All of that is okay. Your milage may vary on all of the above.

But what is not optional is that every coach at every level is going to have to install his own culture at some point, LeHOW James or not. And at some point, you're going to want some guidance from people who have done it before whether or not your players are picking up what you're putting down.

According to the guy who's done at at two different schools, there are two ways to know whether or not your culture is a healthy one:

1) If your best players are your hardest workers.
2) If the players' voice becomes your voice.

"(Minnesota quarterback) Tanner Morgan is me," Fleck said. "He even looks like me."

jea 0078 Gopher Media Day

"(Western Michigan quarterback) Zach Terrell is PJ Fleck with hair," Fleck said.

"There are three types of teams," Fleck said. "On bad teams, nobody leads. Average teams, coaches lead. Elite teams, players lead."

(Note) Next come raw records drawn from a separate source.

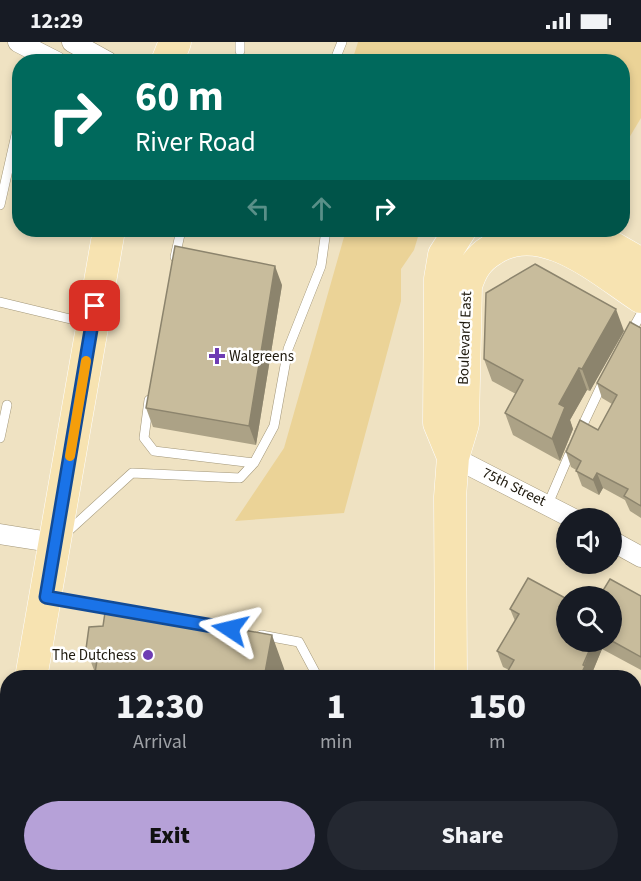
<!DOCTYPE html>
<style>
:root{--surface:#171b24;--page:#242831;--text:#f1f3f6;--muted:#9ea1a6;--accent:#b6a1d8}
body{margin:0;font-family:"Source Sans 3",sans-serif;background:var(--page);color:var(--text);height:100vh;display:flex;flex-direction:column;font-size:22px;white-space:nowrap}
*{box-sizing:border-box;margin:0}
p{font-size:20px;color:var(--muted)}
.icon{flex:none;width:33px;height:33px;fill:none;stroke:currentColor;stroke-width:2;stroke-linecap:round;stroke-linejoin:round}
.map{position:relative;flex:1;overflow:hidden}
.details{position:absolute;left:0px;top:628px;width:642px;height:212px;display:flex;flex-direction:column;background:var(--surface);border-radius:24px 24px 0 0;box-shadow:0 3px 9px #0003}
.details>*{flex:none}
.top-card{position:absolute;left:12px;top:12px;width:618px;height:183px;border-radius:24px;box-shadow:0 3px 9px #0003;background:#00695c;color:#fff;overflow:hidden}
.buttons{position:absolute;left:556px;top:466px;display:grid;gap:12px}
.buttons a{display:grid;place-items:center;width:66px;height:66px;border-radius:50%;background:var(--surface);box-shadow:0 3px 9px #0003;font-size:30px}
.pin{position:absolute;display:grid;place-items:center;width:51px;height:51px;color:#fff;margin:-26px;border-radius:12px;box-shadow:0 3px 9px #0006}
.me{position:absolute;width:66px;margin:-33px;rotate:280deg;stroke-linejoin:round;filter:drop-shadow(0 0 4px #0008)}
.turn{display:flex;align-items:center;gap:21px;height:126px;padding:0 24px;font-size:27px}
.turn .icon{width:78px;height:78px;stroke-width:2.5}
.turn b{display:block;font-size:42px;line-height:51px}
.lanes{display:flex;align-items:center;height:57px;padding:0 24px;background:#0003;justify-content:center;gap:30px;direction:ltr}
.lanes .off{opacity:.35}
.eta{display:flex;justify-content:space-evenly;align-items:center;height:102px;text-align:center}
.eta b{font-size:36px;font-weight:800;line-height:42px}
.cta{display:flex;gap:12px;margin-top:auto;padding:12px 24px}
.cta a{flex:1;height:69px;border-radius:36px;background:var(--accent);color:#111;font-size:24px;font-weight:800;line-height:69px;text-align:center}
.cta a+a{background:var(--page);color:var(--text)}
.status{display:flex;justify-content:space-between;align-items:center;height:42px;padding:0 30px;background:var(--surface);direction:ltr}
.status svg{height:16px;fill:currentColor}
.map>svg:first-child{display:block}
.green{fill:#ebd397}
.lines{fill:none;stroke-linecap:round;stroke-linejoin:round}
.service-casing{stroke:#a29678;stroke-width:10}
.minor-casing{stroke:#a29678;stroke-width:21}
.primary-casing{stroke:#fff;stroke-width:33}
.service{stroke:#fff;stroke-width:9}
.minor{stroke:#fff;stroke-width:20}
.primary{stroke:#f7e3b1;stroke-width:32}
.wall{fill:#aca286}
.shaded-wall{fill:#8c846d}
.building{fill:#c8bc9c;stroke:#8c846d;stroke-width:1.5}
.route-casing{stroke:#114b97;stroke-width:15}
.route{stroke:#1a73e8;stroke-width:10}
.slow{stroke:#f59e0b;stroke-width:10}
.poi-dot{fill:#6e3cb3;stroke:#fff;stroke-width:2}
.labels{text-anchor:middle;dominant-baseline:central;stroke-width:5;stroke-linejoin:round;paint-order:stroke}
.street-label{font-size:15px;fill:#1e190d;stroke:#fff}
.poi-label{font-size:15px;fill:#1e190d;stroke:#fff;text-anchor:start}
</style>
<div class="status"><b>12:29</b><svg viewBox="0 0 49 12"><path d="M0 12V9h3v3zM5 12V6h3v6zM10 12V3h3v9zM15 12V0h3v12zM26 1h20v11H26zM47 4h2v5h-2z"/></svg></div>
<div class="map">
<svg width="641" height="839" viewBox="0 0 641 839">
<rect width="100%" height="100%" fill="#efe2c2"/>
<path class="green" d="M358 0H641V76L623 106 622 20 352 19Z
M346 188H420L414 208 401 227V259L344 471 235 479 284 406Z"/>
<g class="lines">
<g class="service-casing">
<path id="service" d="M240 0V9
M334 20 342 0
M0 163 20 75
M175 215 181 188
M0 260 87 281
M630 292 641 272
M149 358 144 396 154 409 254 421
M579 391 604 338
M0 396 7 363
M548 462 572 406
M64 493 132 431 240 436 254 421 274 384 288 307 321 224 326 188
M51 556 117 567
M261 593 299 600 315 630 314 636
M73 839 75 832
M276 839 278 832"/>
</g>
<g class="minor-casing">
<path id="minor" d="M18 0 57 20
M72 0 108 20
M453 415 574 477
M0 492 56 501
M612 499 641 515
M634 811 641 815"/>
</g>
<g class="primary-casing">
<path id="primary" d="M167 20 175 0
M582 188 641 222
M453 415 439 381 440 237 444 213 460 188
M31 636 109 188
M451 636 450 455 453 415 463 382 466 244C471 228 477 217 492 208 541 174 601 229 641 255
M0 809 8 762
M451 832V839"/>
</g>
<use href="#service" class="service"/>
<use href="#minor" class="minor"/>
<use href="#primary" class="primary"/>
</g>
<path class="wall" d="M282 243 256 403 153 385 146 366Z
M641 286V476L630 469 625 458 603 446 599 453 582 444 576 428 571 425 566 410 598 388 612 362 602 356 597 341Z
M624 289 590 349 587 348 570 378 573 387 560 419 513 393 505 371 516 352 492 339 484 317Z
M641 554V628L602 607 590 636H504L509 628 503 625 497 609 515 579 510 567 567 600H612V555Z
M86 607 286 632 285 636H97Z
M641 705V759L634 755V711L637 713Z
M134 832H243L242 839H142L140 833Z
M497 834 584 836 631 839H499Z"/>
<path class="shaded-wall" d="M275 224 282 243 256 403 249 384Z
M616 267 624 289 590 349 582 327Z
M579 326 587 348 570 378 573 387 560 419 552 397 559 362Z
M597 431 603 446 599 453 593 438Z
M272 593 286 632 285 636H264Z
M593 600H600L602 607 590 636H579Z
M221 832H243L242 839H220Z"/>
<path class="building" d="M175 204 275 224 249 384 146 366Z
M535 222 616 267 582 327 579 326 559 362 565 365 552 397 505 371 523 338 484 317 486 251Z
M630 280 641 286V464L624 454 628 447 597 431 593 438 576 429 581 419 566 410 580 378 598 388 617 353 597 341Z
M528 536 567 557V600H593L583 623 585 624 579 636H504L514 618 497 609 519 572 510 567Z
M610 537 641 554V615L612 599V555H599Z
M106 564 272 593 264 636H122L95 631 98 612 86 607 89 585 103 584Z
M641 705V748L634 745V711L637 713Z
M186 832H221L220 839H185Z
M498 832H578L584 836 586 832H619L631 839H505L497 834Z"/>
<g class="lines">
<g class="route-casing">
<path id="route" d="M95 264 46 555 230 587"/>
</g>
<use href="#route" class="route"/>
<path class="slow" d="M70 414 86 319"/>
</g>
<g class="poi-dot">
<path d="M214 305h6v6h6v6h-6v6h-6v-6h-6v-6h6z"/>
<circle cx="148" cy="613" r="6"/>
</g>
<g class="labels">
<g class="street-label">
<text transform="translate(465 296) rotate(-88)">Boulevard East</text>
<text transform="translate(514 445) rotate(26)">75th Street</text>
</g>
<g class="poi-label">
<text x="229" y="314">Walgreens</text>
<text x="136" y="613" text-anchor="end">The Dutchess</text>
</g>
</g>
</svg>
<div class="buttons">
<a><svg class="icon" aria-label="sound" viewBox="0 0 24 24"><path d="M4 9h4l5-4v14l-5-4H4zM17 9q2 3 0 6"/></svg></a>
<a><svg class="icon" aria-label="search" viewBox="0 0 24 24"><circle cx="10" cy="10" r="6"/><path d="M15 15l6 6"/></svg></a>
</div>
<div class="pin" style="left:95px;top:264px;background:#d93025"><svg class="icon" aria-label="arrive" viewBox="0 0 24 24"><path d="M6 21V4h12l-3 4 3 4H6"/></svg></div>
<svg class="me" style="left:230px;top:587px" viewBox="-20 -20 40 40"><path d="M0-17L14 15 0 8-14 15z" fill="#1a73e8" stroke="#fff" stroke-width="4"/></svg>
<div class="top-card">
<div class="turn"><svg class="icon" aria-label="right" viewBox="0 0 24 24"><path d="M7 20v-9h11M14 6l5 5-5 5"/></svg><div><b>60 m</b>River Road</div></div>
<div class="lanes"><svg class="icon off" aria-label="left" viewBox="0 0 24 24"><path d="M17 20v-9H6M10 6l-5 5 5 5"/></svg><svg class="icon off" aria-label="ahead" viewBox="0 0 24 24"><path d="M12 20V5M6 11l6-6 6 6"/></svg><svg class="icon" aria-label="right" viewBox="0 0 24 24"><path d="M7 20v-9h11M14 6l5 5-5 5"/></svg></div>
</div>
<section class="details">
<div class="eta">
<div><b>12:30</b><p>Arrival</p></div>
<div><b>1</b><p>min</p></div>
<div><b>150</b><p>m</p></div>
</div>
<div class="cta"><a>Exit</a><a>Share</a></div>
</section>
</div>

In closing, Fleck shared the five things he's learned in seven years as a head coach:

1) Never sacrifice what you really want for what you want right now.
2) You have to pay the price of change at some point. When?
3) If you "what" you can be the worker, if you know why and how, you can lead.
4) If your dream doesn't scare you, your dream isn't big enough.
5) (As if there was any doubt) Be you.